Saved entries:
+++

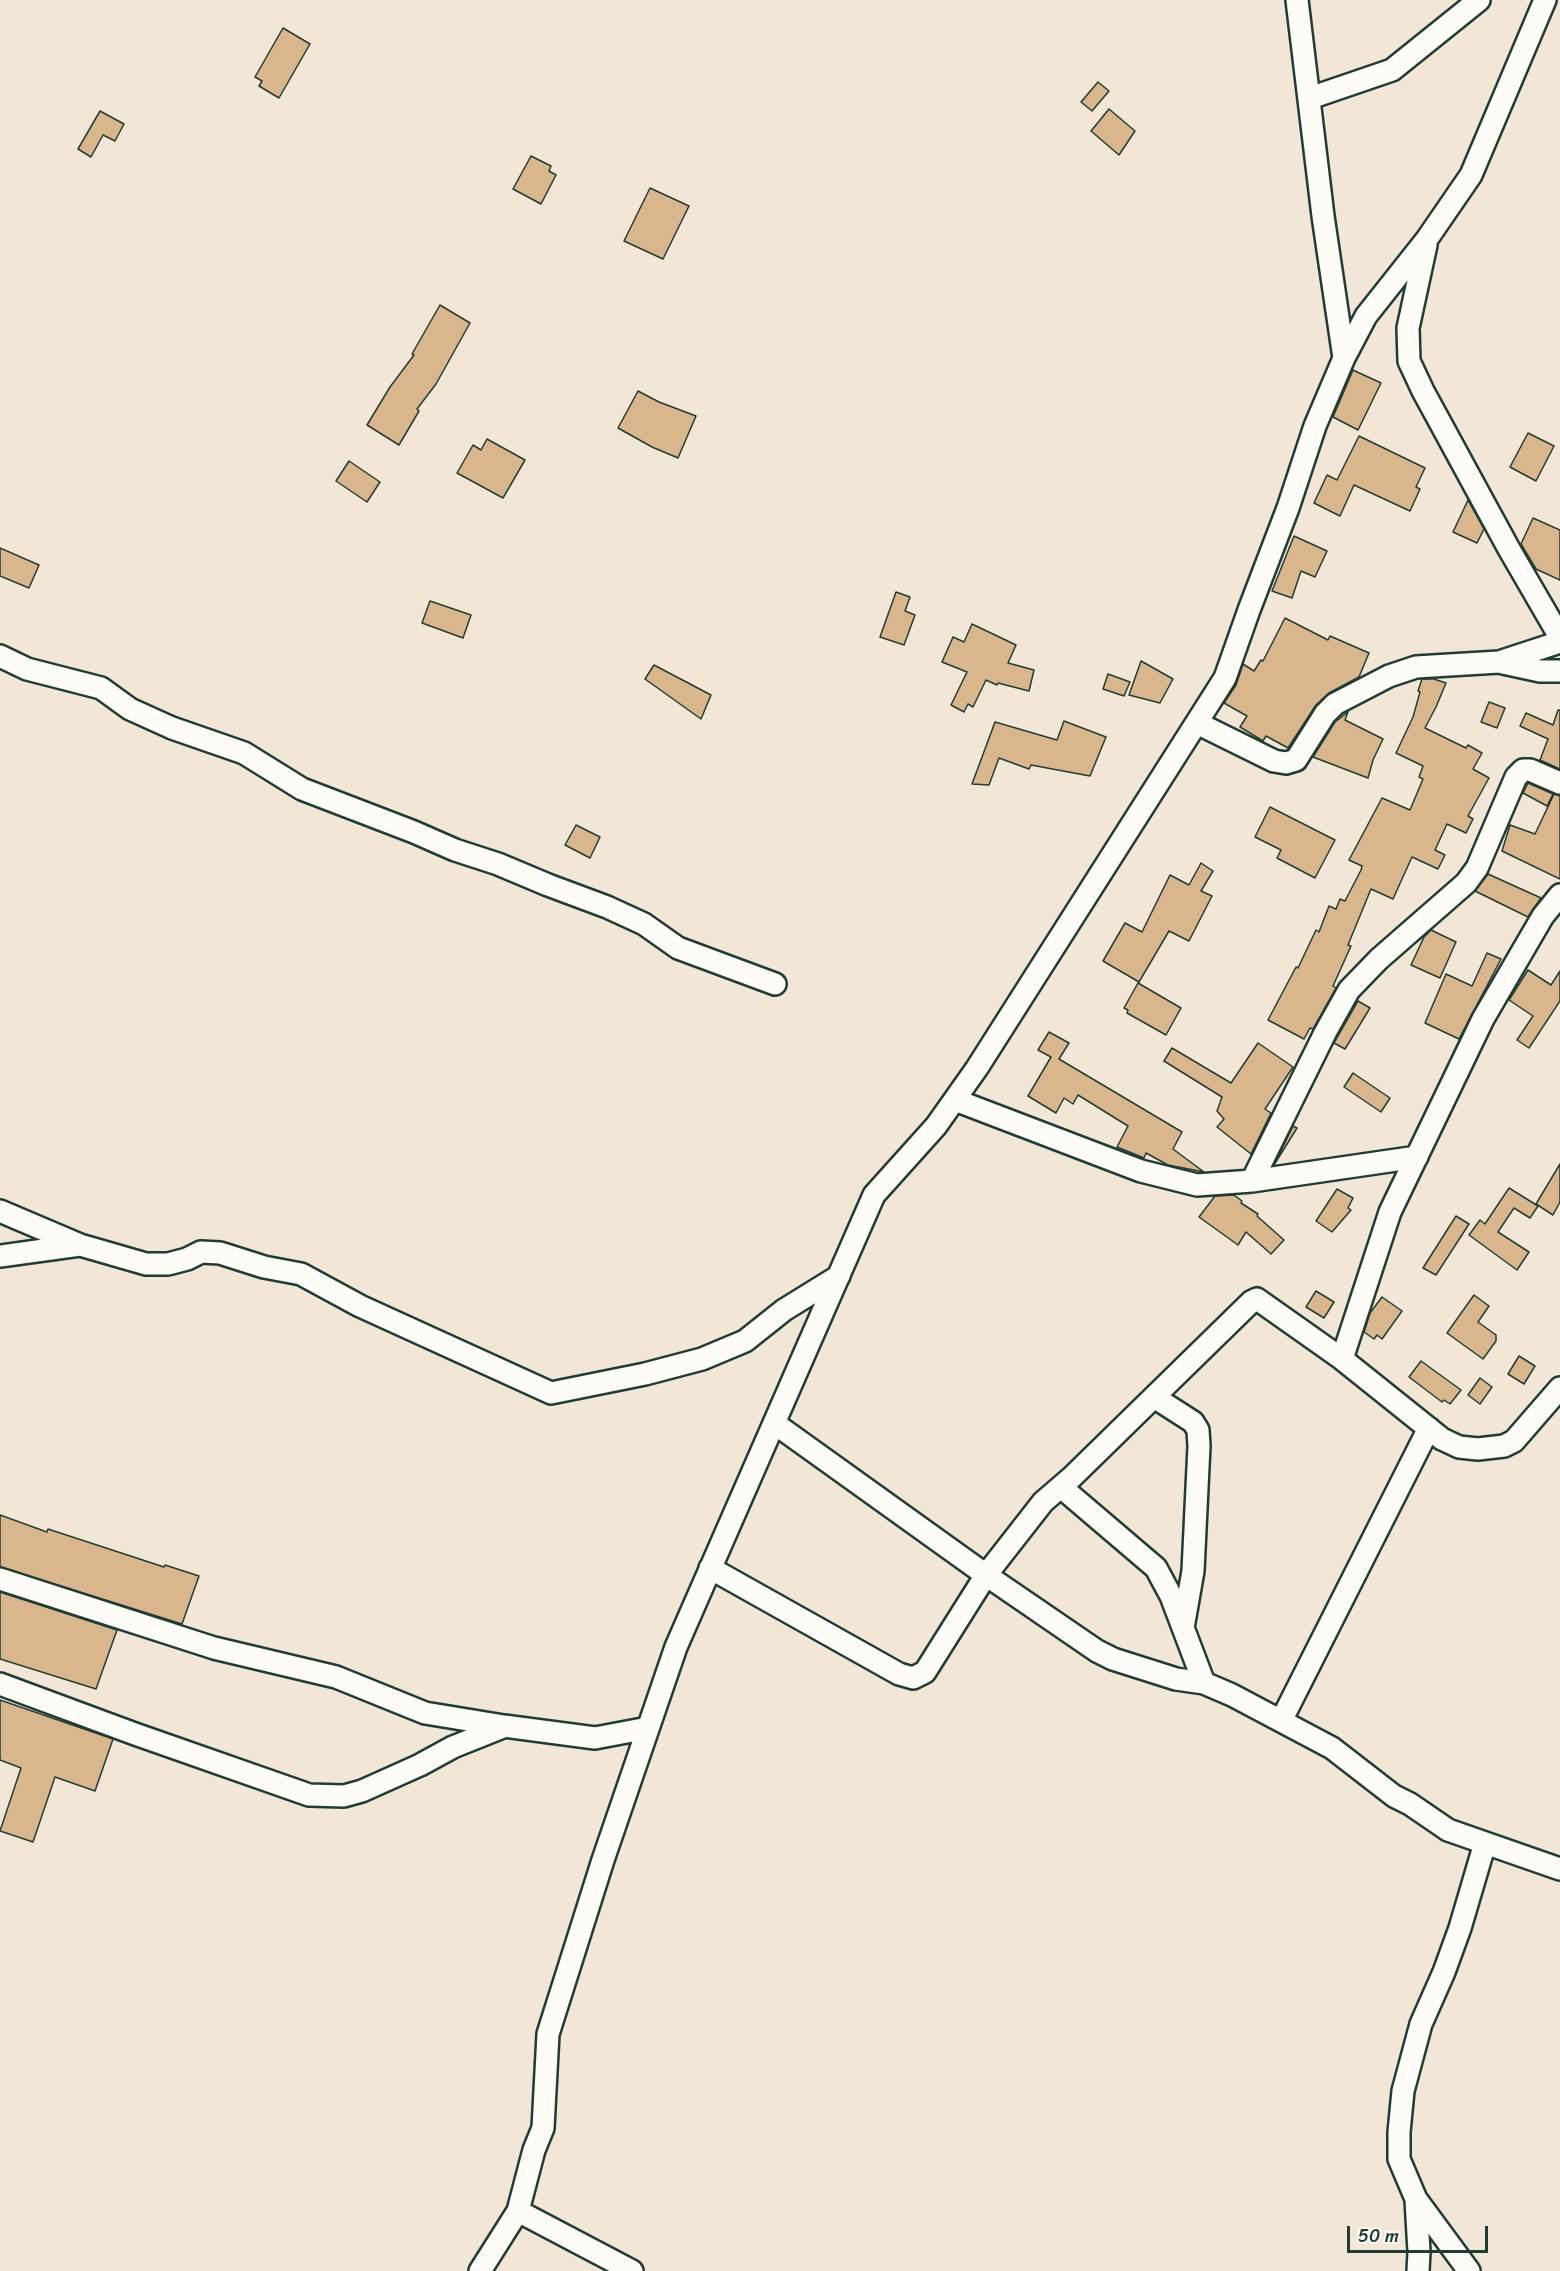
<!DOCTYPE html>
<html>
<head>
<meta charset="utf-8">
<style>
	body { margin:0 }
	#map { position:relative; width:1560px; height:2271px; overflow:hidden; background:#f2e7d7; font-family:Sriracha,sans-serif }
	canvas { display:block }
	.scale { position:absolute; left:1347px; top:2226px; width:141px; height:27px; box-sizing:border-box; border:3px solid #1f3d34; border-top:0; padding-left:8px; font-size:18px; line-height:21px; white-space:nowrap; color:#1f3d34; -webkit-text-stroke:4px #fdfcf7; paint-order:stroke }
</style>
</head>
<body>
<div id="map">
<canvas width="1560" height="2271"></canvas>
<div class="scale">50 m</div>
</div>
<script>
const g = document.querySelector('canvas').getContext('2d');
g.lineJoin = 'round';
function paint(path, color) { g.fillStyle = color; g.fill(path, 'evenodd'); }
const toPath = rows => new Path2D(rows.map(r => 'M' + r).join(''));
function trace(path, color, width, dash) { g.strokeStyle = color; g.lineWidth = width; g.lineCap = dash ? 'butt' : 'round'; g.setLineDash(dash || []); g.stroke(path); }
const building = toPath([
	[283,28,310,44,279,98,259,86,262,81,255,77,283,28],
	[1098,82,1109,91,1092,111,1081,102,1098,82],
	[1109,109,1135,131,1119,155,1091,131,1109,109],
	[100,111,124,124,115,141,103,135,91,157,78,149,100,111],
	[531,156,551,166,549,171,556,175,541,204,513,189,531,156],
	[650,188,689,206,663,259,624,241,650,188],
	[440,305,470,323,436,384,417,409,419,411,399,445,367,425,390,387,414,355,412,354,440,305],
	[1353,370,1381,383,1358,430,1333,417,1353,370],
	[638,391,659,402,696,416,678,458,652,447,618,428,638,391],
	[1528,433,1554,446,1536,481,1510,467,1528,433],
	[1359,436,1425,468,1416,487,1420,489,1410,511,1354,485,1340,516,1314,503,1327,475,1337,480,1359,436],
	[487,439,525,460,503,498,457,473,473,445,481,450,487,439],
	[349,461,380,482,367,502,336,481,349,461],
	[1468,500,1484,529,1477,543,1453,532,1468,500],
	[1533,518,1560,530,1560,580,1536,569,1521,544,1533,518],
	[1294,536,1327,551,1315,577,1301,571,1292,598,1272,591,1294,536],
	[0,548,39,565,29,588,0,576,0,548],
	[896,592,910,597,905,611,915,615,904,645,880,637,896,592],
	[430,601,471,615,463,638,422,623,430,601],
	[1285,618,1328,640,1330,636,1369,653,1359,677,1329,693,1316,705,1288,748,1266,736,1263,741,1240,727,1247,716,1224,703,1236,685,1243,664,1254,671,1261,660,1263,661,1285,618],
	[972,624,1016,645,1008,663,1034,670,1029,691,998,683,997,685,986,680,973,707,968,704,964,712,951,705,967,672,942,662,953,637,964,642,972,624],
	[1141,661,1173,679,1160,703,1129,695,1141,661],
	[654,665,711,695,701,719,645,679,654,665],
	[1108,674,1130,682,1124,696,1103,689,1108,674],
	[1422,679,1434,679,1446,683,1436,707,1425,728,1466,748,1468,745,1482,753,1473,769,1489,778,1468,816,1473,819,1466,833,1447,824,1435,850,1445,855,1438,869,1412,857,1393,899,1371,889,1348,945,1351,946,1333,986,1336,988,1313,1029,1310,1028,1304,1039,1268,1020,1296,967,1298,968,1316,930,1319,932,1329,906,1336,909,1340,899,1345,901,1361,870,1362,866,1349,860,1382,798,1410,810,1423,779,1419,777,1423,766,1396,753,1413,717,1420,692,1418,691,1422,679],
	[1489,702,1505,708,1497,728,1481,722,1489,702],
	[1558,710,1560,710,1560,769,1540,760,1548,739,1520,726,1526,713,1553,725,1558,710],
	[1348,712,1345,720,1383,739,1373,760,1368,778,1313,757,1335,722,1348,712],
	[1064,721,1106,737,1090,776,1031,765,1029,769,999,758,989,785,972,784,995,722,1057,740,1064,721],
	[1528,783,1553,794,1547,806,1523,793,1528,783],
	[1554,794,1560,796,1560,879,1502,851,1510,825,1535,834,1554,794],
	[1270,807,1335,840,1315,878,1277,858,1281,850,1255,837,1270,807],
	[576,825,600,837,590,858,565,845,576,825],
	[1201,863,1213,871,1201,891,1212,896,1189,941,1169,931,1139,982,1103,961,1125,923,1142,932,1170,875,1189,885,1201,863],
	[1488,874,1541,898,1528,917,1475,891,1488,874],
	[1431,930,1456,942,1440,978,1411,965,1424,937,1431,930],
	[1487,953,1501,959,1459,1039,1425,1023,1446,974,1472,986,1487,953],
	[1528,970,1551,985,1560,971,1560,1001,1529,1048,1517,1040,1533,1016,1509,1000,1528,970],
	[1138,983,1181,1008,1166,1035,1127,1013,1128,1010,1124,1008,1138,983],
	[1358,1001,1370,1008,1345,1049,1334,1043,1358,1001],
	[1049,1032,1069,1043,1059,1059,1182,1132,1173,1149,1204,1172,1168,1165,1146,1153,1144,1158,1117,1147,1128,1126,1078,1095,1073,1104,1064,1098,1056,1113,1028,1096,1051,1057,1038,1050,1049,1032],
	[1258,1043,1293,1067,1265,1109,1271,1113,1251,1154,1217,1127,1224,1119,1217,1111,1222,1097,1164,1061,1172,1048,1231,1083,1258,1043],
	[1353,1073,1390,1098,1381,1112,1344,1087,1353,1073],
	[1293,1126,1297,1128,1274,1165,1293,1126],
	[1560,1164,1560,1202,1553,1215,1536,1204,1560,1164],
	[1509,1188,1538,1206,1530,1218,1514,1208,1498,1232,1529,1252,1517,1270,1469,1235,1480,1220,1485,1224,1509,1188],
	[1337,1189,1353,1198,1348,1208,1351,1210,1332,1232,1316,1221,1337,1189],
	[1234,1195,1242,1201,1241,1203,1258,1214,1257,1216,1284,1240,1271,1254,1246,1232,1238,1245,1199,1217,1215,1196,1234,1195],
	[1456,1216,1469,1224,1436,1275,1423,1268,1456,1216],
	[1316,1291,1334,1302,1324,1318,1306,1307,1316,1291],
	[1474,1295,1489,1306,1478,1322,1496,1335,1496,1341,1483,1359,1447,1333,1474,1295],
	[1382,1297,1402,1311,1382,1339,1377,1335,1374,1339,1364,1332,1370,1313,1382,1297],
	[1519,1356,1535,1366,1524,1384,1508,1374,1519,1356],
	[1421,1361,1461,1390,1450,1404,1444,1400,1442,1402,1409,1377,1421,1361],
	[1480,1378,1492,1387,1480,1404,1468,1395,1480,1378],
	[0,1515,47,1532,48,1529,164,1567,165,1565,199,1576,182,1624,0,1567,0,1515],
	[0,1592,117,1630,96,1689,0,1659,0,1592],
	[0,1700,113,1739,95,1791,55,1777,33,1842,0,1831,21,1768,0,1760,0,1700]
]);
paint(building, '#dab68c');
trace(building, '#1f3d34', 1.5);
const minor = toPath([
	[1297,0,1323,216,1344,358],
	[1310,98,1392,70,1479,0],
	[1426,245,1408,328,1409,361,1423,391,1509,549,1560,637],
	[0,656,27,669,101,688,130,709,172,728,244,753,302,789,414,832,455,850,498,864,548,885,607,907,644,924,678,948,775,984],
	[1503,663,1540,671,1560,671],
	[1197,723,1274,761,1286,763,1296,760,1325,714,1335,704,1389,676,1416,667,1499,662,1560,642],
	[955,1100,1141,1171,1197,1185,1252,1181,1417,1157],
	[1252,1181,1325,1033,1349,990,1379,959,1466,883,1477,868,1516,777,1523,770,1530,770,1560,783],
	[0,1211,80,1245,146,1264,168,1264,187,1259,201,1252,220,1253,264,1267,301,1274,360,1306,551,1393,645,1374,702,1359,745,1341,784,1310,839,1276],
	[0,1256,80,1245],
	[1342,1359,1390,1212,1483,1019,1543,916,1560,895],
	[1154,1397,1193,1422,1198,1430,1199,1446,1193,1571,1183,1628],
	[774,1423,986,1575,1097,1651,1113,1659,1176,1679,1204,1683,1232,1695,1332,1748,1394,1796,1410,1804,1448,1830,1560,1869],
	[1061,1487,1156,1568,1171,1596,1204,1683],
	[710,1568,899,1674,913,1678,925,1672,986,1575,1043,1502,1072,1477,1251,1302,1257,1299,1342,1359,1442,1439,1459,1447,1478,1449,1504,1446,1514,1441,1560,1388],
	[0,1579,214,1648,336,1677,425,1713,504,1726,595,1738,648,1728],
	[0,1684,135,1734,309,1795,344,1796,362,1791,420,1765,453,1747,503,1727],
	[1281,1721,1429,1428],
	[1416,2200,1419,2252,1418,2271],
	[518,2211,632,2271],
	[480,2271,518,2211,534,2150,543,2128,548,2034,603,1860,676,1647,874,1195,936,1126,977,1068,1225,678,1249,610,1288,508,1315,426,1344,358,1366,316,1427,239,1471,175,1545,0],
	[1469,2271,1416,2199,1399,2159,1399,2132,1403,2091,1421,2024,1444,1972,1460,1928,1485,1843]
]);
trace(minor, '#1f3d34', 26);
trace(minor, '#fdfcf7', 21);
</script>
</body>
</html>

+++

**ACTIVITY**
Wherever "canvas" occurs in the entries above, copy the line it sits on.

**ANSWER**
	canvas { display:block }
<canvas width="1560" height="2271"></canvas>
const g = document.querySelector('canvas').getContext('2d');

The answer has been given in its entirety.